Antioxidant activity: They eliminate reactive oxygen species (ROS), and reduce oxidative stress when plants are subjected to high light, drought, or cold stress.
In the plant, they aid in regulating both heat loading and water loss in leaves due to high sunlight.
Developmental Signals: There is an accumulation of anthocyanins in young or senescent tissues, which may act as defense or maturation signaling.
Pigment Protein Complexes LHCII and Phycobilisomes
Photosynthetic pigments do not work singly, but are arranged into biochemical complexes of pigments and proteins, in a way that maximizes absorption of light and transfer of energy.
LHCII Light-Harvesting Complex II
LHCII is the most abundant protein in the thylakoid and is found in higher plants and the green algae.
It comprises chlorophyll a, chlorophyll b, and carotenoids (such as lutein) surrounded by apoproteins. LHCII encloses PSII and brings photons that have been captured to its reaction centre. The complex is dynamically regulated (through phosphorylation) to equalize the excitation energy between PSI and PSII (state transitions) and avoid photodamage in it in case of excess light.
Phycobilisomes
They are huge antenna complexes found in cyanobacteria and red algae and composed of phycobiliproteins (phycoerythrin, phycocyanin, allophycocyanin) interconnected with phycobilin chromophores.
Phycobilisomes are located on the stromal side of thylakoid membranes; they pass the energy with high effectiveness to PSII. They are extremely modular and adapted to most changes of light quality by the complementary chromatic adaptation mechanism, which brings a change in the composition of the pigments. Such complexes can maximize the efficiency of using light sources and control the flow of energy to provide strong photosynthesis even in different environmental conditions.

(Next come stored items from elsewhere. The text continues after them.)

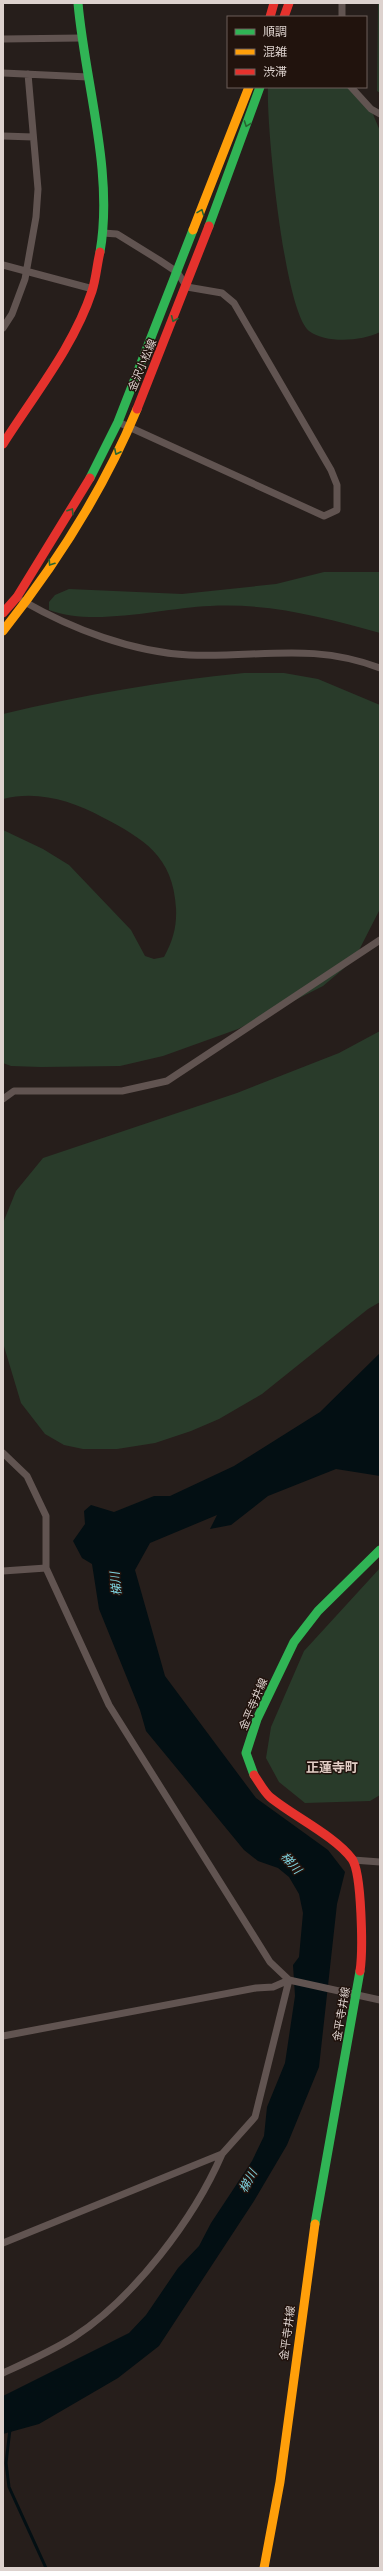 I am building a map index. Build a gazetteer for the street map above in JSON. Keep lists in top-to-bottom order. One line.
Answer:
{"streets":{"main road":["金沢小松線","金平寺井線"]},"districts":["正蓮寺町"],"water":["梯川"],"legend":["順調","混雑","渋滞"]} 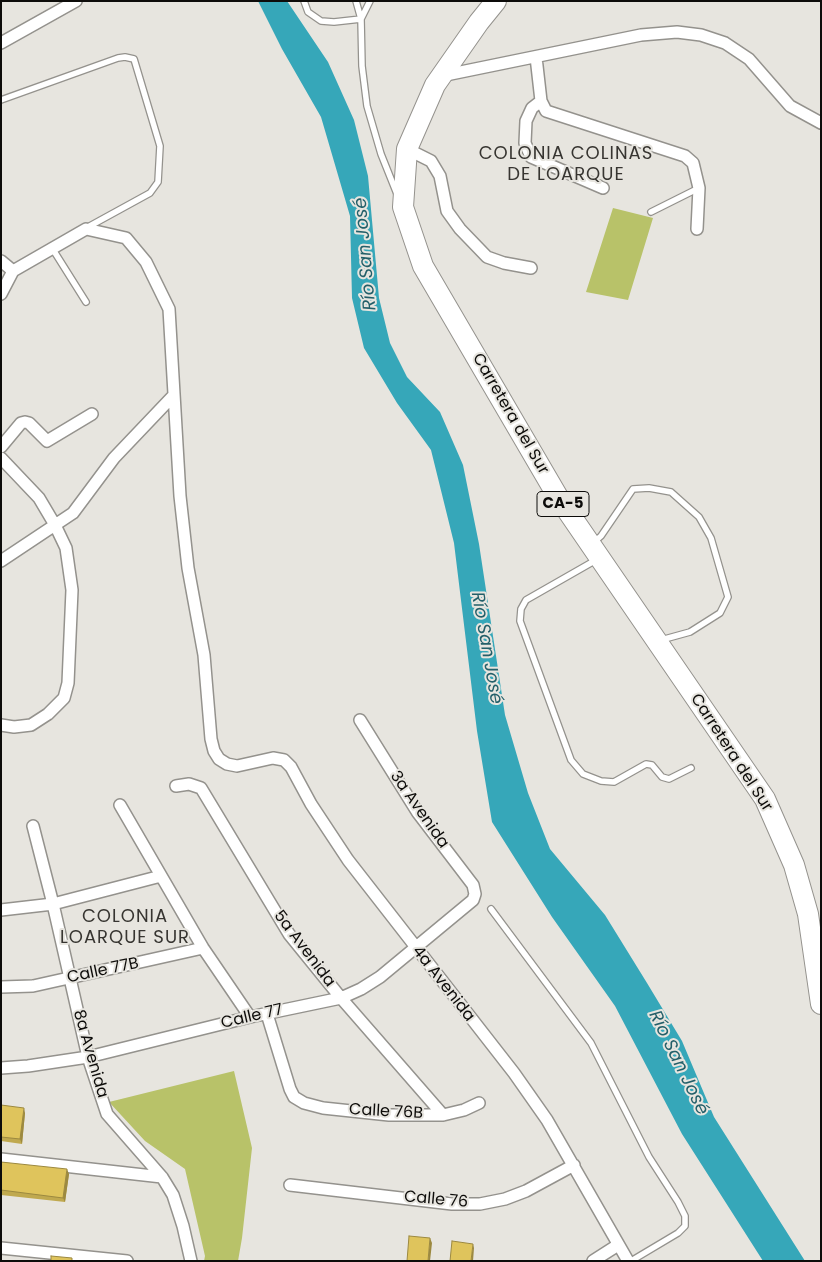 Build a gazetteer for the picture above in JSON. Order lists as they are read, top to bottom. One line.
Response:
{"streets":{"highway":["Carretera del Sur","CA-5"],"street":["3a Avenida","5a Avenida","Calle 77B","4a Avenida","Calle 77","8a Avenida","Calle 76B","Calle 76"]},"crossings":[["3a Avenida","Calle 77"],["5a Avenida","Calle 77"],["5a Avenida","Calle 76B"],["Calle 77B","8a Avenida"],["4a Avenida","Calle 77"],["4a Avenida","Calle 76"],["Calle 77","8a Avenida"],["Calle 77","Calle 76B"]],"districts":["COLONIA COLINAS DE LOARQUE","COLONIA LOARQUE SUR"],"water":["Río San José"]} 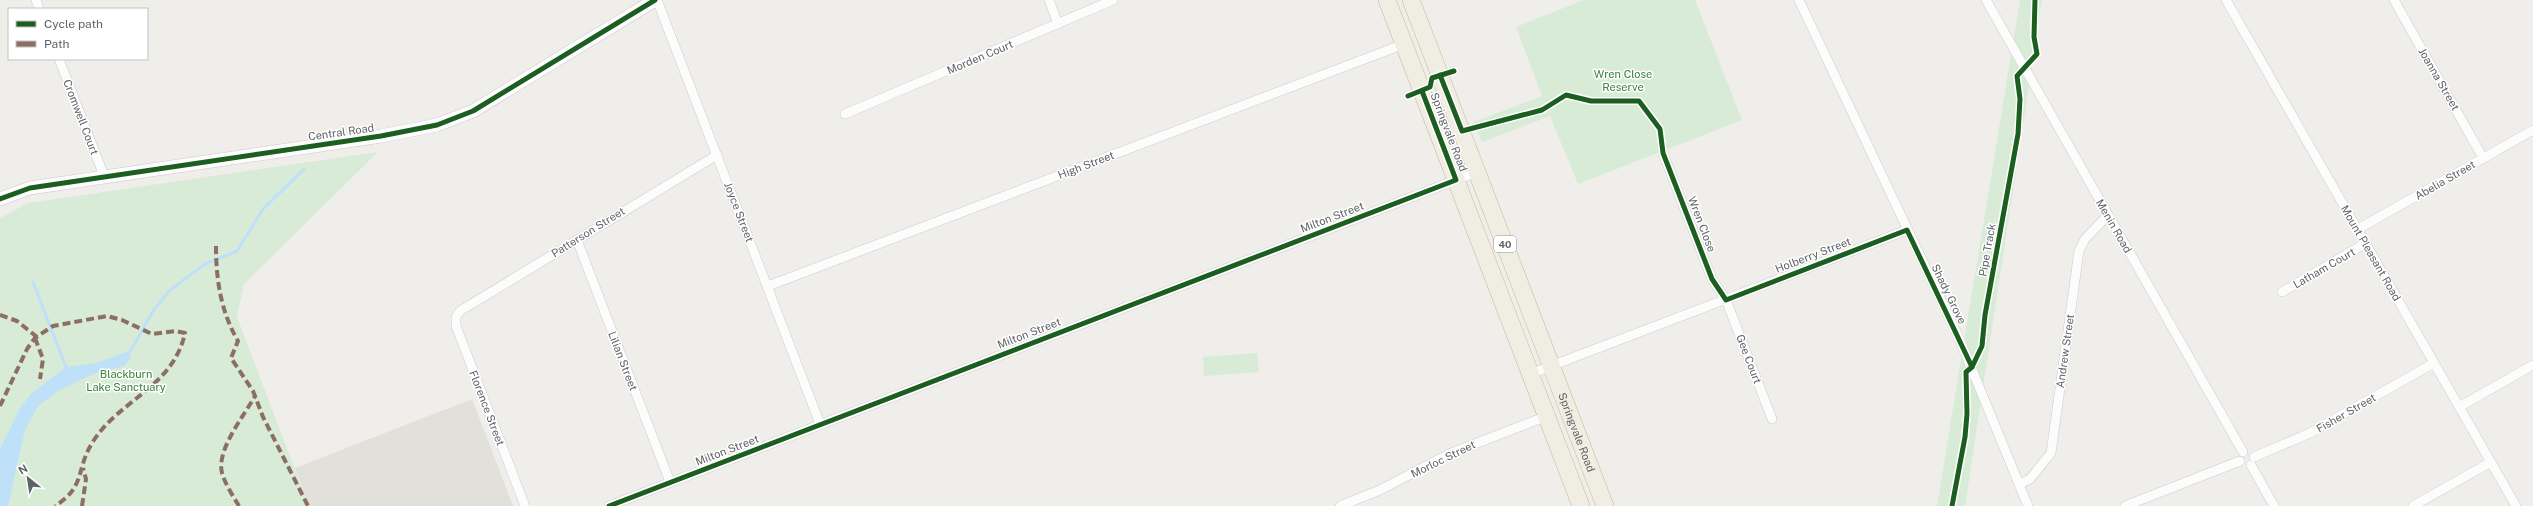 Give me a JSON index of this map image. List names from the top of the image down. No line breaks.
{"streets":{"highway":["Springvale Road","40"],"street":["Morden Court","Joanna Street","Cromwell Court","Central Road","High Street","Abelia Street","Joyce Street","Milton Street","Wren Close","Menin Road","Patterson Street","Mount Pleasant Road","Holberry Street","Latham Court","Shady Grove","Andrew Street","Gee Court","Lilian Street","Florence Street","Fisher Street","Morloc Street"],"cycle path":["Pipe Track"]},"crossings":[["Joanna Street","Abelia Street"],["Cromwell Court","Central Road"],["Central Road","Joyce Street"],["Springvale Road","High Street"],["Springvale Road","Milton Street"],["Springvale Road","Holberry Street"],["Springvale Road","Morloc Street"],["High Street","Joyce Street"],["Abelia Street","Mount Pleasant Road"],["Joyce Street","Milton Street"],["Joyce Street","Patterson Street"],["Milton Street","Lilian Street"],["Wren Close","Holberry Street"],["Wren Close","Gee Court"],["Menin Road","Andrew Street"],["Patterson Street","Lilian Street"],["Patterson Street","Florence Street"],["Mount Pleasant Road","Latham Court"],["Mount Pleasant Road","Fisher Street"],["Holberry Street","Shady Grove"],["Holberry Street","Gee Court"],["Shady Grove","Andrew Street"]],"parks":["Wren Close Reserve","Blackburn Lake Sanctuary"],"legend":["Cycle path","Path"],"north":"top left"}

Evolutionary diversity of photosynthetic pigments
Photosynthetic pigments have a wide variation. Due to evolution, they have adapted to various habitats, including the bottom of the sea or the barren deserts.
Algae have adapted different pigment compositions, such as chlorophyll c, fucoxanthin, and phycobilins, which allow them to survive in highly turbid aquatic systems with low light.
Cyanobacteria are spectrally flexible and believed to have been precursors of the modern chloroplasts through endosymbiosis.
BChl-possessing anoxygenic bacteria survive in the anaerobic low-light conditions and indicate a deep-rooted origin of photosynthesis.
Future engineering of photosynthetic pigments
Synthetic Pigments: Plant pigments do not become fully effective until they reach the far-red/infrared spectrum to extend the available light range.
Pigment Optimization using CRISPR: Tuning pigment loadings to achieve desired energy distribution or tolerating stress more easily.
Artificial Light-Harvesting Systems: Utilise natural pigment-protein complexes as a model of how to design biohybrid solar panels or synthetic photosynthetic units.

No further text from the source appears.